What to work on: At the line that contains "Cabañas<br>Mirando al Mar</span>", begin setting down every line word for word, and stop after the last line of the listing.
-- Material shown follows --
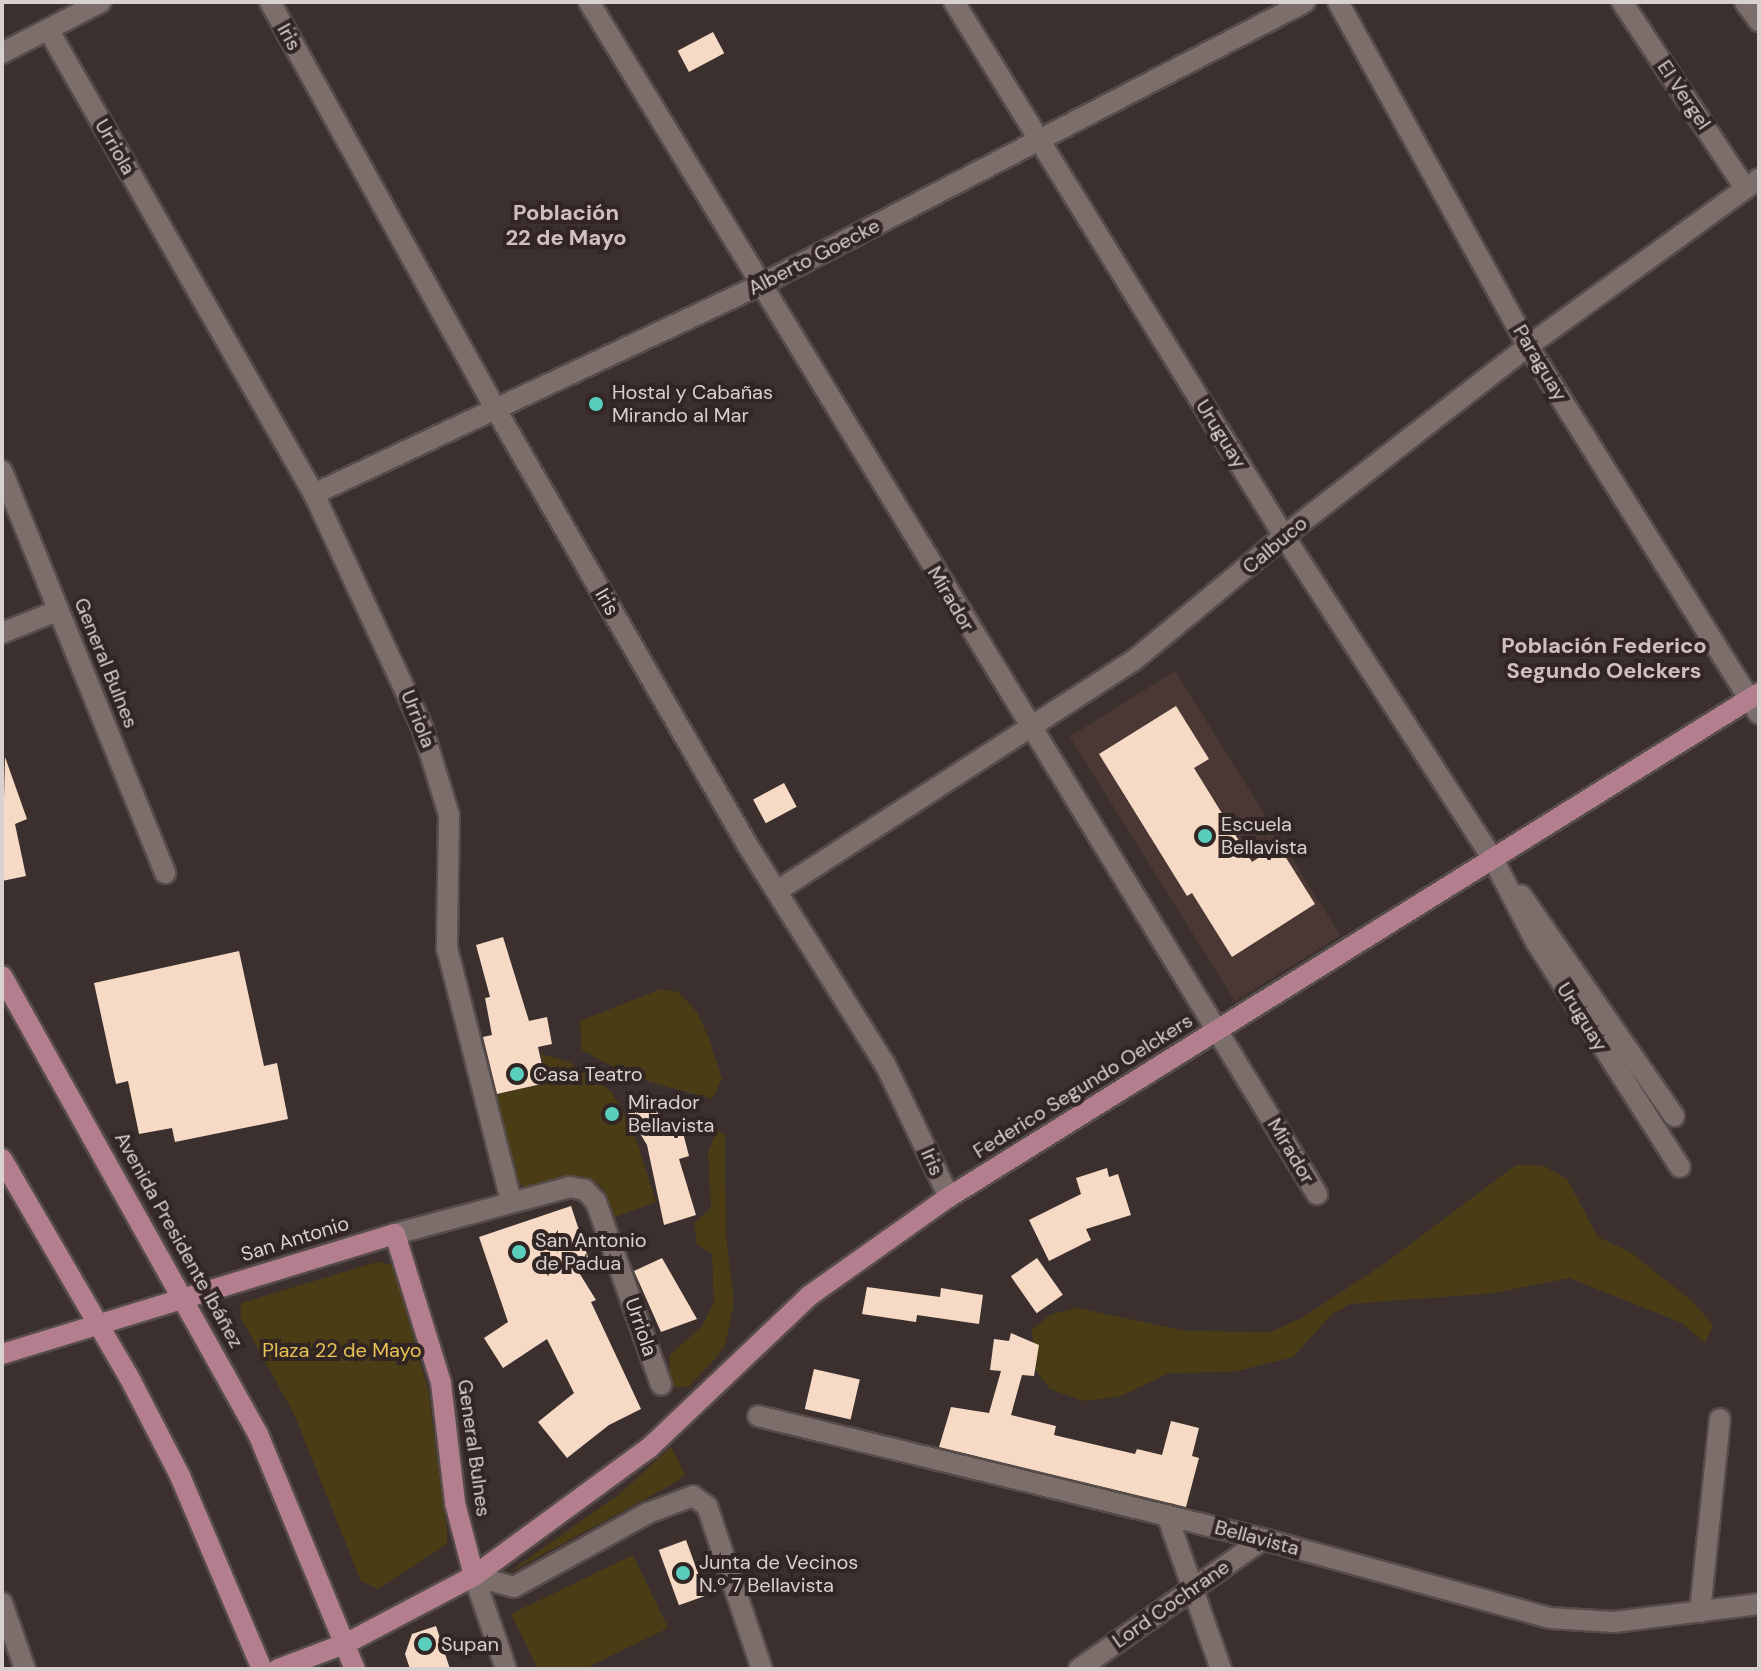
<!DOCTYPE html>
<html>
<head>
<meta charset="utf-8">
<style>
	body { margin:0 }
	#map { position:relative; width:1761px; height:1671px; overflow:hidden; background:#3c302e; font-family:"DM Sans",sans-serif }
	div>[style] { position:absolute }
	.built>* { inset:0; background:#4b3835; transform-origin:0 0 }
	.green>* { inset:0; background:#4a3d15 }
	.building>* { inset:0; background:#f6dac5; transform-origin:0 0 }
	.roads { filter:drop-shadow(2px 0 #564c4a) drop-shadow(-2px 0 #564c4a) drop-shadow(0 2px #564c4a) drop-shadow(0 -2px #564c4a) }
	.minor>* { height:20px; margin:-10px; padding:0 10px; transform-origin:10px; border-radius:10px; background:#7c6e6b }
	.major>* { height:20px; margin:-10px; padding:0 10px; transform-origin:10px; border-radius:10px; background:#b37e8d }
	.dots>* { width:22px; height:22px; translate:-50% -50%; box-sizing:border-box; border:4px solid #322624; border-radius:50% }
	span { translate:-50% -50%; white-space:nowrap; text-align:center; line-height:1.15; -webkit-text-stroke:8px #322624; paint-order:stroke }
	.street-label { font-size:20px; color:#d9d1d0 }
	.poi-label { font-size:20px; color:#d9d1d0 }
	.left { translate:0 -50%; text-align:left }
	.park-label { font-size:20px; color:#e7c254 }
	.neighbourhood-label { font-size:22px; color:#d0c0bd; font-weight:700 }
	.frame { position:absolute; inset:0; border:4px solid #d9d1d0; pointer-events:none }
</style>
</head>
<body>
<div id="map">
	<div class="built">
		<i style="left:1175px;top:671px;width:312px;height:124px;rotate:58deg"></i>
	</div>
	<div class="green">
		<i style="clip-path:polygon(661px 989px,678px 992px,697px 1012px,709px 1039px,722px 1079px,712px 1099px,633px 1077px,582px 1050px,580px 1021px)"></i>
		<i style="clip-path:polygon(541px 1054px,569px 1062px,611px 1091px,633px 1130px,656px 1202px,615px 1217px,603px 1188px,590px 1179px,527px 1189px,517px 1181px,494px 1095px,547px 1083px)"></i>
		<i style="clip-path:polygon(717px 1130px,725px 1135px,726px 1237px,734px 1304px,725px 1345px,715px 1359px,688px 1387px,674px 1387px,669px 1380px,670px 1355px,702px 1326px,714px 1302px,712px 1254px,697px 1244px,694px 1223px,711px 1208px,708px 1152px)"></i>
		<i style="clip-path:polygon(1516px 1165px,1544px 1166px,1567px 1179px,1598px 1237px,1630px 1252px,1693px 1302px,1713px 1325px,1705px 1343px,1682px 1323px,1569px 1278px,1494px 1293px,1350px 1304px,1332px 1314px,1293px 1357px,1233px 1372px,1169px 1373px,1121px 1396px,1084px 1401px,1050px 1389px,1035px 1369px,1032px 1329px,1052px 1314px,1077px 1308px,1186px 1331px,1270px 1332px,1302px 1318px,1384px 1264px)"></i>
		<i style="clip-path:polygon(377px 1262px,393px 1265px,428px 1390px,447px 1532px,447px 1544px,378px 1589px,361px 1581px,294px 1414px,240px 1316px,242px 1303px)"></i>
		<i style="clip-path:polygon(671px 1447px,685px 1474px,678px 1481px,505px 1575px,621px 1493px)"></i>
		<i style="clip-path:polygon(633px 1555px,668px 1628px,584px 1669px,538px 1669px,511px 1614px)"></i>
	</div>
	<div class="building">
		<i style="left:713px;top:32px;width:24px;height:40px;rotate:62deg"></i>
		<i style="clip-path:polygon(1176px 706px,1209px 759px,1194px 768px,1252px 862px,1278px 845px,1315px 904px,1232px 957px,1192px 893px,1187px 896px,1099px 754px)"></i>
		<i style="clip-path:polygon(5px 757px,27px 819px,15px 824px,26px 876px,2px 881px)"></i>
		<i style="left:784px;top:783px;width:27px;height:35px;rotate:62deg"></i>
		<i style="clip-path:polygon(503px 937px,529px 1021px,547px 1017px,552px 1044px,538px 1047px,546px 1083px,497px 1094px,483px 1037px,492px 1035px,485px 998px,490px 997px,476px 945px)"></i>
		<i style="clip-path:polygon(239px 951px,264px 1066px,277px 1063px,288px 1119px,175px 1142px,172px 1128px,139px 1134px,128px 1081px,116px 1084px,94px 983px)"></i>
		<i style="clip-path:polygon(650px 1100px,665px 1125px,680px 1121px,689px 1156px,679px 1159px,696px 1215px,664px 1225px,647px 1145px,628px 1113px)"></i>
		<i style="clip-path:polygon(1107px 1168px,1109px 1177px,1118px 1174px,1131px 1215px,1086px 1229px,1091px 1240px,1049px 1261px,1029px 1220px,1081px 1194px,1076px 1178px)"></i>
		<i style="clip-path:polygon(571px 1206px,591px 1266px,578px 1271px,596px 1300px,591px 1302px,641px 1409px,609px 1425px,567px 1458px,538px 1422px,574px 1393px,547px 1339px,503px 1368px,484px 1338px,508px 1322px,479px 1237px)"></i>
		<i style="clip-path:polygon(662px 1258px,697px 1319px,661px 1332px,634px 1271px)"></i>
		<i style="left:1037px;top:1258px;width:45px;height:32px;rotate:55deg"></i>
		<i style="clip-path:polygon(867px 1287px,940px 1297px,941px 1288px,983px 1295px,979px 1324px,917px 1315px,916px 1322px,862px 1314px)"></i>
		<i style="clip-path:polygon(1011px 1333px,1039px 1345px,1034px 1376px,1022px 1375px,1011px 1415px,1056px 1426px,1054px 1435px,1135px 1454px,1137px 1449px,1162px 1455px,1171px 1421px,1199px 1428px,1192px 1456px,1199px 1458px,1186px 1507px,939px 1447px,951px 1407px,989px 1413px,1001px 1371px,990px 1370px,994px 1339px,1009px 1341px)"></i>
		<i style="left:814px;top:1369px;width:47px;height:41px;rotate:13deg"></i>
		<i style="left:686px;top:1540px;width:59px;height:29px;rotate:70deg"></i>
		<i style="clip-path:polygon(436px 1626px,450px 1669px,410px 1669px,405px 1654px,412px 1634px)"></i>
	</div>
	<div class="roads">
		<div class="minor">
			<i style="left:270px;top:2px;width:464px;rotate:61deg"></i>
			<i style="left:495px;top:408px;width:506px;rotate:59.99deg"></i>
			<i style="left:748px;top:846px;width:257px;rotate:57.9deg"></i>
			<i style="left:885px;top:1064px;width:148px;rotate:64.3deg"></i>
			<i style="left:589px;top:2px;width:1397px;rotate:58.59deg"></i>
			<i style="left:954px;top:2px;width:628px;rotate:58.28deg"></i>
			<i style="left:1284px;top:536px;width:387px;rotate:57.1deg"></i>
			<i style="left:1494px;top:861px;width:91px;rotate:62.6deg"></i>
			<i style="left:1536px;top:942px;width:267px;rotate:57.4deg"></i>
			<i style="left:1338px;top:2px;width:393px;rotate:61.1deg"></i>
			<i style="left:1528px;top:346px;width:434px;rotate:57.9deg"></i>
			<i style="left:1622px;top:2px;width:223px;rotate:56.5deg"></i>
			<i style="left:1745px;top:2px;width:24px;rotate:54deg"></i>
			<i style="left:49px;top:31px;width:533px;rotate:60.22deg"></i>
			<i style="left:314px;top:494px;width:257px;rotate:65.1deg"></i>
			<i style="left:422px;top:727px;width:92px;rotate:72.9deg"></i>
			<i style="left:449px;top:815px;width:133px;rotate:90.9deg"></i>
			<i style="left:447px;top:948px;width:261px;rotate:75.8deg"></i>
			<i style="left:2px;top:53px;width:111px;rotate:-27.3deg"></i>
			<i style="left:2px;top:471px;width:434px;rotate:67.9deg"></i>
			<i style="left:314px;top:494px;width:493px;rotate:-25.1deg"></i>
			<i style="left:760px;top:285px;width:614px;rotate:-27.44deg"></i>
			<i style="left:2px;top:633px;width:61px;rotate:-22deg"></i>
			<i style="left:777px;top:891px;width:424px;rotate:-32.9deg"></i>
			<i style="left:1133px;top:661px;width:196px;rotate:-39.6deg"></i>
			<i style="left:1284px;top:536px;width:309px;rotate:-37.9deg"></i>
			<i style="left:1528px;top:346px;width:285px;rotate:-35.9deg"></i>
			<i style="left:1521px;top:895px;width:269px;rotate:55.3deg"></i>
			<i style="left:395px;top:1234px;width:181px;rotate:-15deg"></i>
			<i style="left:570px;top:1187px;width:15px;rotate:11deg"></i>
			<i style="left:585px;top:1190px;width:16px;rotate:47deg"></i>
			<i style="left:596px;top:1202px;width:194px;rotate:70.4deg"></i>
			<i style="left:758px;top:1416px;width:520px;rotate:13.69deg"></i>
			<i style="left:1263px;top:1539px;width:298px;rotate:15.4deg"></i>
			<i style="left:1550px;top:1618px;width:64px;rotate:3.6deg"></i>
			<i style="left:1614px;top:1622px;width:146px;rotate:-7.1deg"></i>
			<i style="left:1167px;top:1515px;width:163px;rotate:70.7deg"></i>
			<i style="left:474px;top:1576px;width:41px;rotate:15.4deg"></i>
			<i style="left:514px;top:1587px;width:153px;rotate:-28.9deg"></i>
			<i style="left:648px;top:1513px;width:48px;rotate:-20.7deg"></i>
			<i style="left:693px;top:1496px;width:17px;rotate:36deg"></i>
			<i style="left:707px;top:1506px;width:172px;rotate:71.4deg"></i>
			<i style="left:474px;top:1576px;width:98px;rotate:71deg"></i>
			<i style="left:2px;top:1603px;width:70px;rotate:70.8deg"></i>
			<i style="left:1700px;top:1612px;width:194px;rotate:-84.1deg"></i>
			<i style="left:1079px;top:1669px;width:225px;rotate:-35.2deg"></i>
		</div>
		<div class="major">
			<i style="left:2px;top:976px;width:525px;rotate:60.8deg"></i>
			<i style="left:258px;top:1434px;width:254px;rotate:67.6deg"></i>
			<i style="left:2px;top:1159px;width:252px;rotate:59.8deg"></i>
			<i style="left:129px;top:1377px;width:111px;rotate:62.7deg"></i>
			<i style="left:180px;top:1476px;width:210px;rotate:67deg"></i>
			<i style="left:2px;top:1354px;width:411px;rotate:-17deg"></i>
			<i style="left:395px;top:1234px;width:156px;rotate:72.8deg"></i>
			<i style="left:441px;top:1383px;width:121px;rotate:83.3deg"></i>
			<i style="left:455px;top:1503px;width:75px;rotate:75.4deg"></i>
			<i style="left:278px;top:1669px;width:74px;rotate:-20.6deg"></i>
			<i style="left:347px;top:1643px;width:144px;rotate:-27.8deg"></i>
			<i style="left:474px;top:1576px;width:217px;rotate:-36.2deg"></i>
			<i style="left:649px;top:1448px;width:221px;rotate:-43.5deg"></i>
			<i style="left:809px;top:1296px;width:171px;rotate:-35.3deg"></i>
			<i style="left:949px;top:1197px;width:954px;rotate:-31.89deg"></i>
		</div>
	</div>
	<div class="dots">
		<i style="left:596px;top:404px;background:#5acebd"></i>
		<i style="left:1205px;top:836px;background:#5acebd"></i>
		<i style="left:517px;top:1074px;background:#5acebd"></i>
		<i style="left:612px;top:1114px;background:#5acebd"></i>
		<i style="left:519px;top:1252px;background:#5acebd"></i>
		<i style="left:683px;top:1573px;background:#5acebd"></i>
		<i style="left:425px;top:1644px;background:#5acebd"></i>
	</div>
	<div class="street-label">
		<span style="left:289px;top:37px;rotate:61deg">Iris</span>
		<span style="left:1684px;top:95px;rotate:56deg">El Vergel</span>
		<span style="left:115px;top:147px;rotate:60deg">Urriola</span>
		<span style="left:814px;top:257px;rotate:-27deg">Alberto Goecke</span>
		<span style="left:1540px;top:363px;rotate:59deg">Paraguay</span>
		<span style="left:1221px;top:434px;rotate:58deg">Uruguay</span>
		<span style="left:1275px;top:545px;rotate:-40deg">Calbuco</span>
		<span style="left:951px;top:599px;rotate:59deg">Mirador</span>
		<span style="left:607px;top:602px;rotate:60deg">Iris</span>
		<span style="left:106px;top:663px;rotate:68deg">General Bulnes</span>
		<span style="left:418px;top:719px;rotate:68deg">Urriola</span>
		<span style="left:1582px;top:1017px;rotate:58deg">Uruguay</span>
		<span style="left:1083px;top:1086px;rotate:-32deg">Federico Segundo Oelckers</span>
		<span style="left:1291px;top:1151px;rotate:59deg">Mirador</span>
		<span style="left:932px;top:1162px;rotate:66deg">Iris</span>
		<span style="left:295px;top:1239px;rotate:-17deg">San Antonio</span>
		<span style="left:179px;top:1240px;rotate:61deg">Avenida Presidente Ibáñez</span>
		<span style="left:641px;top:1327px;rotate:71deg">Urriola</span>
		<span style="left:474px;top:1448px;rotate:82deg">General Bulnes</span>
		<span style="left:1257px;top:1538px;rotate:15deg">Bellavista</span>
		<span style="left:1171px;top:1604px;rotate:-35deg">Lord Cochrane</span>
	</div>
	<div class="poi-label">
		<span class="left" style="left:612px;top:404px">Hostal y Cabañas<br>Mirando al Mar</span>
		<span class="left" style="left:1221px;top:836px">Escuela<br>Bellavista</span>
		<span class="left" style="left:533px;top:1074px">Casa Teatro</span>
		<span class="left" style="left:628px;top:1114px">Mirador<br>Bellavista</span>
		<span class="left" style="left:535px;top:1252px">San Antonio<br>de Padua</span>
		<span class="left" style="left:699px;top:1574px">Junta de Vecinos<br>N.º 7 Bellavista</span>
		<span class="left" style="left:441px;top:1644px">Supan</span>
	</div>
	<div class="park-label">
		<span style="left:342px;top:1350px">Plaza 22 de Mayo</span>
	</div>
	<div class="neighbourhood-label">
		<span style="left:566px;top:225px">Población<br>22 de Mayo</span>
		<span style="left:1604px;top:658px">Población Federico<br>Segundo Oelckers</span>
	</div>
	<div class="frame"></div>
</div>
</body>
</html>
-- Material shown concluded --
Answer space:
		<span class="left" style="left:612px;top:404px">Hostal y Cabañas<br>Mirando al Mar</span>
		<span class="left" style="left:1221px;top:836px">Escuela<br>Bellavista</span>
		<span class="left" style="left:533px;top:1074px">Casa Teatro</span>
		<span class="left" style="left:628px;top:1114px">Mirador<br>Bellavista</span>
		<span class="left" style="left:535px;top:1252px">San Antonio<br>de Padua</span>
		<span class="left" style="left:699px;top:1574px">Junta de Vecinos<br>N.º 7 Bellavista</span>
		<span class="left" style="left:441px;top:1644px">Supan</span>
	</div>
	<div class="park-label">
		<span style="left:342px;top:1350px">Plaza 22 de Mayo</span>
	</div>
	<div class="neighbourhood-label">
		<span style="left:566px;top:225px">Población<br>22 de Mayo</span>
		<span style="left:1604px;top:658px">Población Federico<br>Segundo Oelckers</span>
	</div>
	<div class="frame"></div>
</div>
</body>
</html>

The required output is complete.